In exercises 49 - 52 use the functions $$S_5(x)=x−\dfrac{x^3}{6}+\dfrac{x^5}{120}$$ and $$C_4(x)=1−\dfrac{x^2}{2}+\dfrac{x^4}{24}$$ on $$[−π,π]$$.

49) [T] Plot $$\sin^2x−(S_5(x))^2$$ on $$[−π,π]$$. Compare the maximum difference with the square of the Taylor remainder estimate for $$\sin x.$$

50) [T] Plot $$\cos^2x−(C_4(x))^2$$ on $$[−π,π]$$. Compare the maximum difference with the square of the Taylor remainder estimate for $$\cos x$$.

The difference is small on the interior of the interval but approaches $$1$$ near the endpoints. The remainder estimate is $$|R_4|=\frac{π^5}{120}≈2.552.$$ 51) [T] Plot $$|2S_5(x)C_4(x)−\sin(2x)|$$ on $$[−π,π]$$.

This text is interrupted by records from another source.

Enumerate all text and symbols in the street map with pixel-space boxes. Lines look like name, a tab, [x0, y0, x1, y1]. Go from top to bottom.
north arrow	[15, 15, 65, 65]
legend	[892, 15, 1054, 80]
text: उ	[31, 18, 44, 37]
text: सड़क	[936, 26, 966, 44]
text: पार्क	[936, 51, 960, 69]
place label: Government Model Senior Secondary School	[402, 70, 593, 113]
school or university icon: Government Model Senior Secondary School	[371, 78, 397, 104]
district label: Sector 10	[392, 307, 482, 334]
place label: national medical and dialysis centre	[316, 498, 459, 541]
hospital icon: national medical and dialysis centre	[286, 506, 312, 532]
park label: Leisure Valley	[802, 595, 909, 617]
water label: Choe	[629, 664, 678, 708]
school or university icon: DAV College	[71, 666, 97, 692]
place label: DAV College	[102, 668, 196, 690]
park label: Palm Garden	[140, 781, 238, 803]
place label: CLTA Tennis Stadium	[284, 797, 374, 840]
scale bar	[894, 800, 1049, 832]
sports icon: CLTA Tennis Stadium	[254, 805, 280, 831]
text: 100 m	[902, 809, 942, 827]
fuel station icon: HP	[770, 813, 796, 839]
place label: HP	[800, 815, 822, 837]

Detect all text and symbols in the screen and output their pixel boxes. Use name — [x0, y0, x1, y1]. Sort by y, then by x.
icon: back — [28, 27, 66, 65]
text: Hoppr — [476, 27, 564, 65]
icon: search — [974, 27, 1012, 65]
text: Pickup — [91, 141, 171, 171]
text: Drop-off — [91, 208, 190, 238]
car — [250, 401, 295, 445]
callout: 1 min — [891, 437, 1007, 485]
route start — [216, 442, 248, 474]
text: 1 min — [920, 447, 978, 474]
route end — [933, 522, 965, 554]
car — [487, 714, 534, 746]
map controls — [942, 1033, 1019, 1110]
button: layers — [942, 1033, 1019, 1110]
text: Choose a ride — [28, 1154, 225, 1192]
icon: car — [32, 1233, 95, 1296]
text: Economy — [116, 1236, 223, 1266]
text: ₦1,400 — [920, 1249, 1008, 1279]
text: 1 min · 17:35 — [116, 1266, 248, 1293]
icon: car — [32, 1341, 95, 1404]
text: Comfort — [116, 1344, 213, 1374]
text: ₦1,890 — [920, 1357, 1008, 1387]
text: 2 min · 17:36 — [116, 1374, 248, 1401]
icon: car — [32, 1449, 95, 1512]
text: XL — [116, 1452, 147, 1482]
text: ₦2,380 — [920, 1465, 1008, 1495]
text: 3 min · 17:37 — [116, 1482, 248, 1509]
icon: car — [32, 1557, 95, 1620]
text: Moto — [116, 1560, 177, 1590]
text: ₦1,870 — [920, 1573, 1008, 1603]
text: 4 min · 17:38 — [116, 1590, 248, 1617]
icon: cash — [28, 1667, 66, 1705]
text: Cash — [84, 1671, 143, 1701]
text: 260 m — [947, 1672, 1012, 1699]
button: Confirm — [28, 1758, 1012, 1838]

52) [T] Compare $$\dfrac{S_5(x)}{C_4(x)}$$ on $$[−1,1]$$ to $$\tan x$$. Compare this with the Taylor remainder estimate for the approximation of $$\tan x$$ by $$x+\dfrac{x^3}{3}+\dfrac{2x^5}{15}$$.

The difference is on the order of $$10^{−4}$$ on $$[−1,1]$$ while the Taylor approximation error is around $$0.1$$ near $$±1$$. The top curve is a plot of $$\tan^2x−\left(\dfrac{S_5(x)}{C_4(x)}\right)^2$$ and the lower dashed plot shows $$t^2−\left(\dfrac{S_5}{C_4}\right)^2$$. 53) [T] Plot $$e^x−e_4(x)$$ where $$e_4(x)=1+x+\dfrac{x^2}{2}+\dfrac{x^3}{6}+\dfrac{x^4}{24}$$ on $$[0,2]$$. Compare the maximum error with the Taylor remainder estimate.

54) (Taylor approximations and root finding.) Recall that Newton’s method $$x_{n+1}=x_n−\dfrac{f(x_n)}{f'(x_n)}$$ approximates solutions of $$f(x)=0$$ near the input $$x_0$$.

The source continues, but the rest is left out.